Work required - Return the listing exactly, please; no pictures.
START Provided records
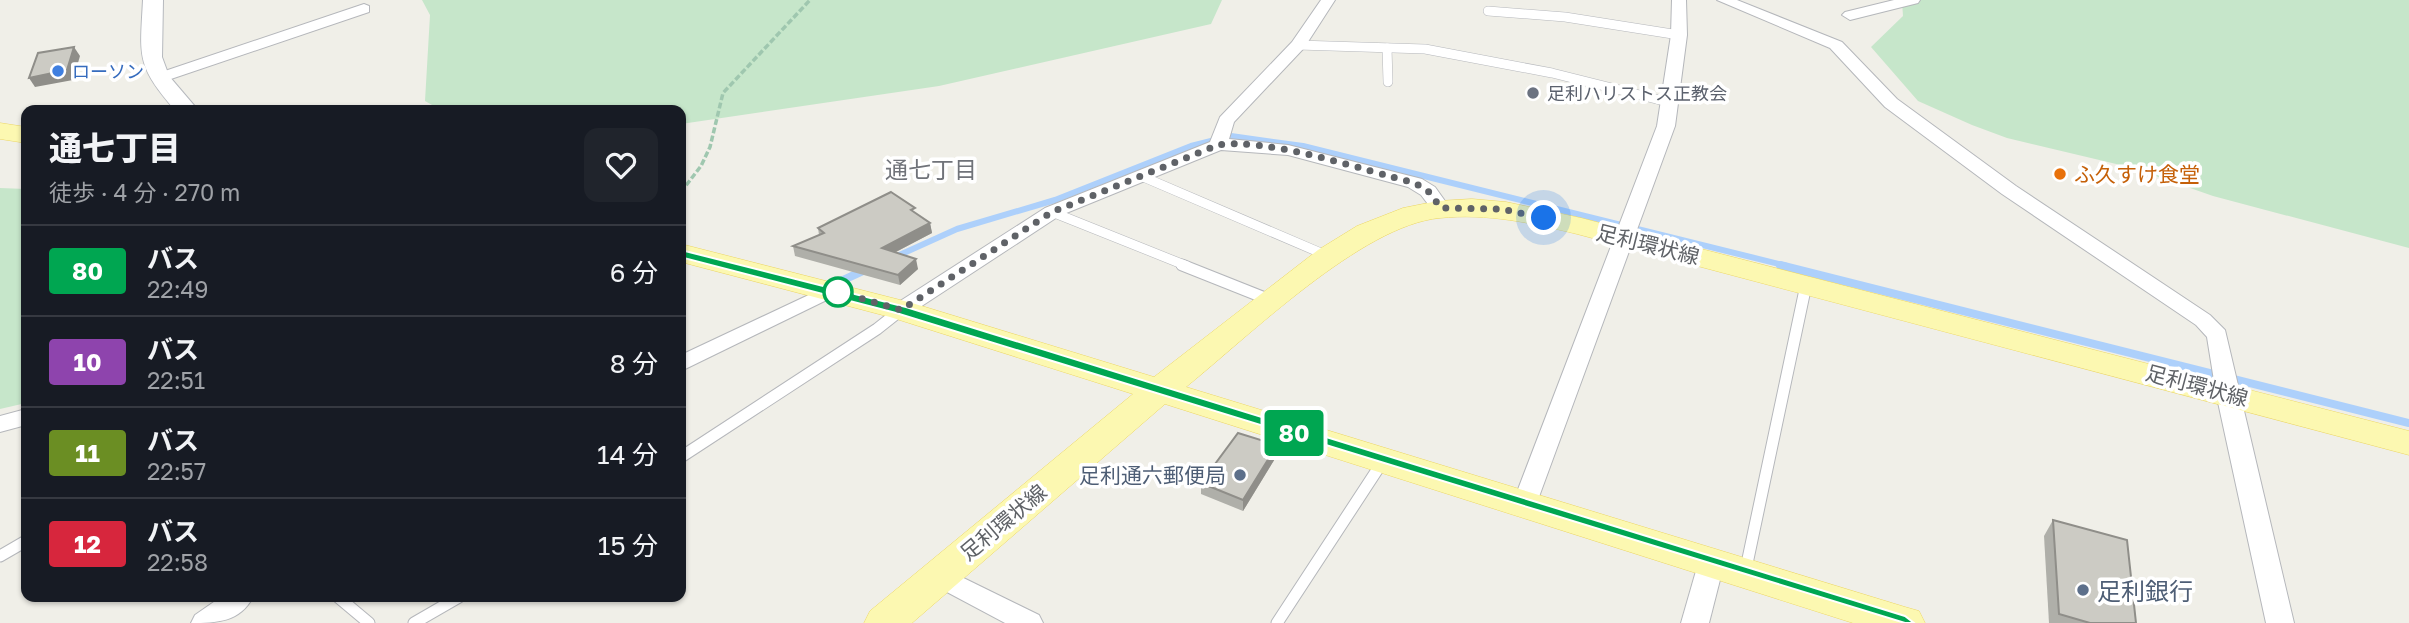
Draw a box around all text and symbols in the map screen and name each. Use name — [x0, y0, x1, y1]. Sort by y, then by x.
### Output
place label: ローソン — [72, 60, 144, 82]
marker: ローソン — [50, 63, 66, 79]
place label: 足利ハリストス正教会 — [1547, 82, 1727, 104]
marker: 足利ハリストス正教会 — [1525, 85, 1541, 101]
text: 通七丁目 — [49, 128, 181, 167]
button: heart — [584, 128, 658, 202]
district label: 通七丁目 — [885, 155, 977, 183]
place label: ふ久すけ食堂 — [2074, 161, 2200, 187]
marker: ふ久すけ食堂 — [2052, 166, 2068, 182]
text: 徒歩 · 4 分 · 270 m — [49, 178, 240, 206]
your location — [1526, 200, 1561, 235]
street label: 足利環状線 — [1594, 219, 1702, 269]
text: バス — [147, 243, 199, 274]
text: 80 — [72, 256, 103, 285]
text: 6 分 — [610, 257, 658, 288]
text: 22:49 — [147, 275, 209, 303]
unlabelled marker — [823, 277, 853, 307]
text: バス — [147, 334, 199, 365]
text: 10 — [74, 347, 101, 376]
text: 8 分 — [610, 348, 658, 379]
street label: 足利環状線 — [2143, 359, 2251, 411]
text: 22:51 — [147, 366, 205, 394]
line badge: 80 — [1262, 410, 1326, 456]
text: 80 — [1279, 418, 1309, 447]
text: バス — [147, 425, 199, 456]
text: 11 — [75, 438, 100, 467]
text: 14 分 — [597, 439, 658, 470]
text: 22:57 — [147, 457, 206, 485]
place label: 足利通六郵便局 — [1079, 462, 1226, 488]
marker: 足利通六郵便局 — [1232, 467, 1248, 483]
street label: 足利環状線 — [954, 478, 1052, 566]
text: バス — [147, 516, 199, 547]
text: 12 — [74, 529, 101, 558]
text: 15 分 — [598, 530, 658, 561]
text: 22:58 — [147, 548, 208, 576]
place label: 足利銀行 — [2097, 576, 2193, 605]
marker: 足利銀行 — [2075, 582, 2091, 598]

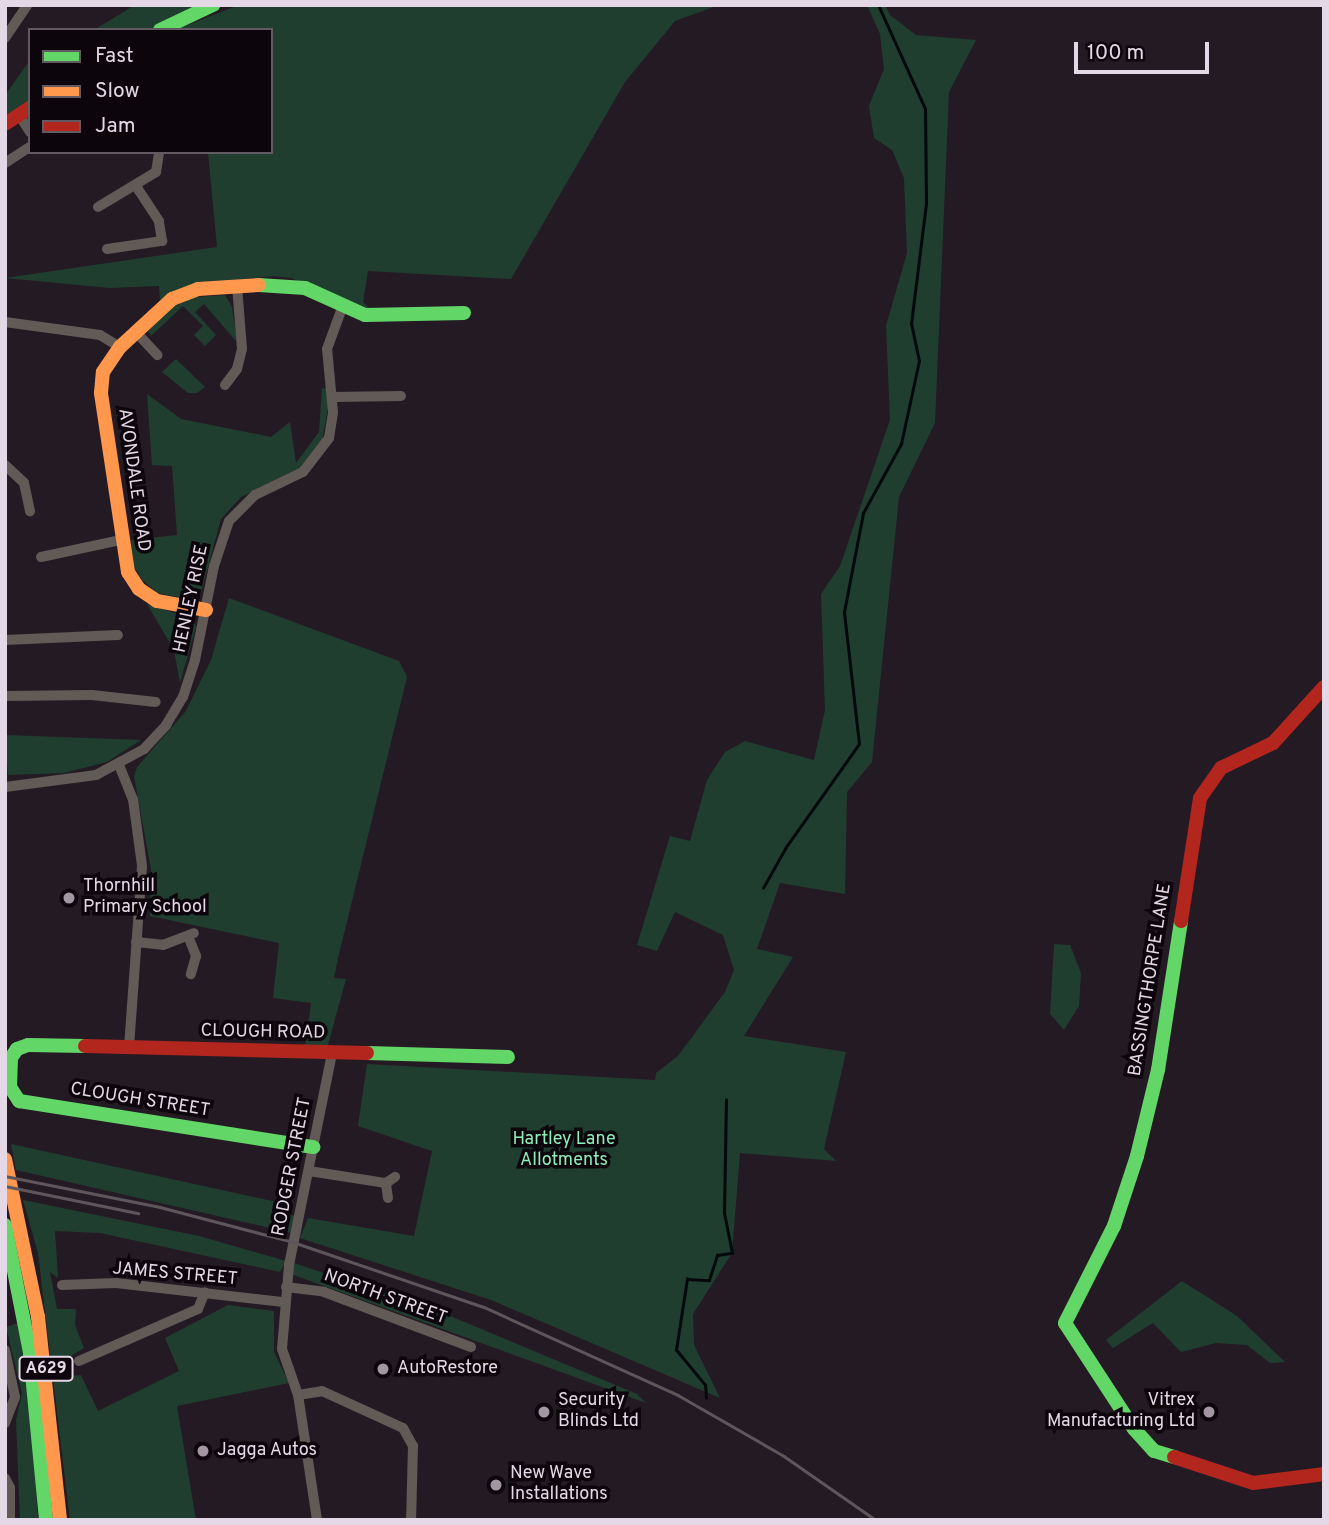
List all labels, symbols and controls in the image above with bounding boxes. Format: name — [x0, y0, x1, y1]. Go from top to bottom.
legend — [28, 28, 273, 154]
scale bar — [1077, 28, 1212, 72]
text: 100 m — [1087, 40, 1144, 67]
text: Fast — [95, 43, 134, 70]
text: Slow — [95, 78, 140, 105]
text: Jam — [95, 113, 136, 140]
street label: AVONDALE ROAD — [112, 407, 154, 553]
street label: HENLEY RISE — [170, 543, 214, 655]
place label: Thornhill Primary School — [83, 877, 207, 920]
street label: BASSINGTHORPE LANE — [1125, 882, 1177, 1078]
marker: Thornhill Primary School — [61, 890, 77, 906]
street label: CLOUGH ROAD — [200, 1021, 326, 1045]
street label: CLOUGH STREET — [69, 1079, 211, 1123]
street label: RODGER STREET — [269, 1096, 317, 1238]
park label: Hartley Lane Allotments — [512, 1130, 616, 1172]
street label: JAMES STREET — [111, 1259, 239, 1291]
street label: NORTH STREET — [321, 1266, 449, 1330]
road number: A629 — [18, 1357, 74, 1382]
place label: AutoRestore — [397, 1358, 498, 1380]
marker: AutoRestore — [375, 1361, 391, 1377]
place label: Security Blinds Ltd — [558, 1391, 639, 1434]
place label: Vitrex Manufacturing Ltd — [1047, 1391, 1195, 1434]
marker: Security Blinds Ltd — [536, 1404, 552, 1420]
marker: Vitrex Manufacturing Ltd — [1201, 1404, 1217, 1420]
place label: Jagga Autos — [217, 1440, 318, 1462]
marker: Jagga Autos — [195, 1443, 211, 1459]
place label: New Wave Installations — [510, 1464, 608, 1506]
marker: New Wave Installations — [488, 1477, 504, 1493]

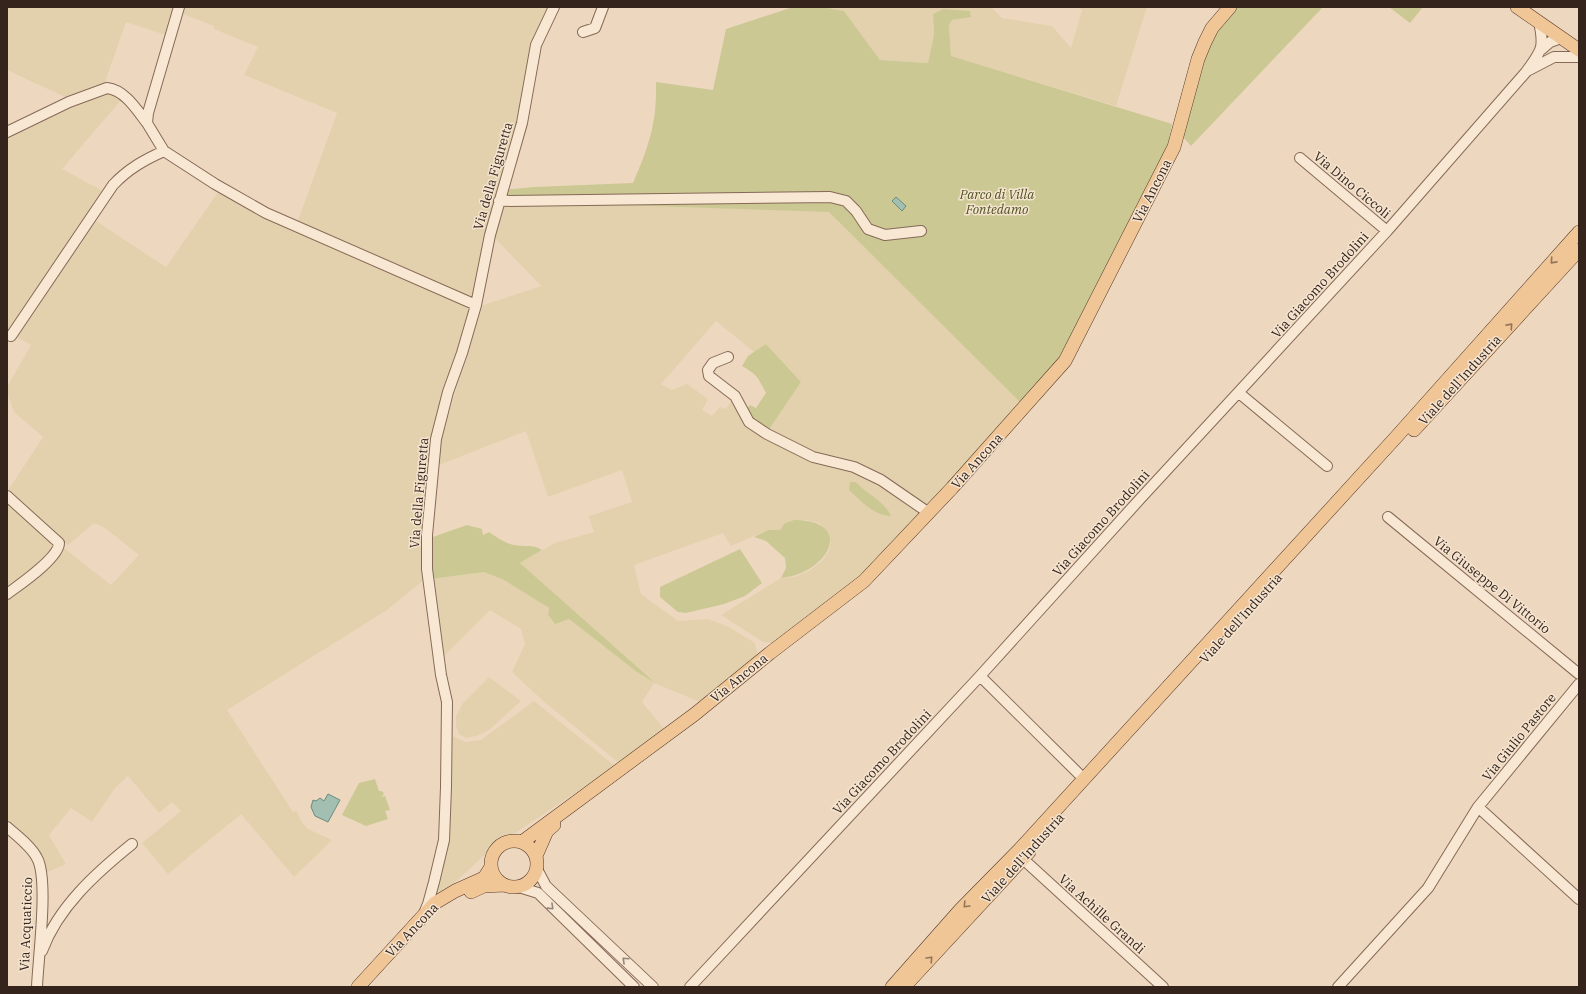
END Provided records
Response to the exercise -
Draw a box around all text and symbols in the map screen and name each. Use name — [x0, y0, x1, y1]. Sort by y, then by x.
### Output
place label: ローソン — [72, 60, 144, 82]
marker: ローソン — [50, 63, 66, 79]
place label: 足利ハリストス正教会 — [1547, 82, 1727, 104]
marker: 足利ハリストス正教会 — [1525, 85, 1541, 101]
text: 通七丁目 — [49, 128, 181, 167]
button: heart — [584, 128, 658, 202]
district label: 通七丁目 — [885, 155, 977, 183]
place label: ふ久すけ食堂 — [2074, 161, 2200, 187]
marker: ふ久すけ食堂 — [2052, 166, 2068, 182]
text: 徒歩 · 4 分 · 270 m — [49, 178, 240, 206]
your location — [1526, 200, 1561, 235]
street label: 足利環状線 — [1594, 219, 1702, 269]
text: バス — [147, 243, 199, 274]
text: 80 — [72, 256, 103, 285]
text: 6 分 — [610, 257, 658, 288]
text: 22:49 — [147, 275, 209, 303]
unlabelled marker — [823, 277, 853, 307]
text: バス — [147, 334, 199, 365]
text: 10 — [74, 347, 101, 376]
text: 8 分 — [610, 348, 658, 379]
street label: 足利環状線 — [2143, 359, 2251, 411]
text: 22:51 — [147, 366, 205, 394]
line badge: 80 — [1262, 410, 1326, 456]
text: 80 — [1279, 418, 1309, 447]
text: バス — [147, 425, 199, 456]
text: 11 — [75, 438, 100, 467]
text: 14 分 — [597, 439, 658, 470]
text: 22:57 — [147, 457, 206, 485]
place label: 足利通六郵便局 — [1079, 462, 1226, 488]
marker: 足利通六郵便局 — [1232, 467, 1248, 483]
street label: 足利環状線 — [954, 478, 1052, 566]
text: バス — [147, 516, 199, 547]
text: 12 — [74, 529, 101, 558]
text: 15 分 — [598, 530, 658, 561]
text: 22:58 — [147, 548, 208, 576]
place label: 足利銀行 — [2097, 576, 2193, 605]
marker: 足利銀行 — [2075, 582, 2091, 598]

List all labels, symbols and controls in the image above with bounding boxes. Format: name — [x0, y0, x1, y1]. Go from top to bottom.
legend — [28, 28, 273, 154]
scale bar — [1077, 28, 1212, 72]
text: 100 m — [1087, 40, 1144, 67]
text: Fast — [95, 43, 134, 70]
text: Slow — [95, 78, 140, 105]
text: Jam — [95, 113, 136, 140]
street label: AVONDALE ROAD — [112, 407, 154, 553]
street label: HENLEY RISE — [170, 543, 214, 655]
place label: Thornhill Primary School — [83, 877, 207, 920]
street label: BASSINGTHORPE LANE — [1125, 882, 1177, 1078]
marker: Thornhill Primary School — [61, 890, 77, 906]
street label: CLOUGH ROAD — [200, 1021, 326, 1045]
street label: CLOUGH STREET — [69, 1079, 211, 1123]
street label: RODGER STREET — [269, 1096, 317, 1238]
park label: Hartley Lane Allotments — [512, 1130, 616, 1172]
street label: JAMES STREET — [111, 1259, 239, 1291]
street label: NORTH STREET — [321, 1266, 449, 1330]
road number: A629 — [18, 1357, 74, 1382]
place label: AutoRestore — [397, 1358, 498, 1380]
marker: AutoRestore — [375, 1361, 391, 1377]
place label: Security Blinds Ltd — [558, 1391, 639, 1434]
place label: Vitrex Manufacturing Ltd — [1047, 1391, 1195, 1434]
marker: Security Blinds Ltd — [536, 1404, 552, 1420]
marker: Vitrex Manufacturing Ltd — [1201, 1404, 1217, 1420]
place label: Jagga Autos — [217, 1440, 318, 1462]
marker: Jagga Autos — [195, 1443, 211, 1459]
place label: New Wave Installations — [510, 1464, 608, 1506]
marker: New Wave Installations — [488, 1477, 504, 1493]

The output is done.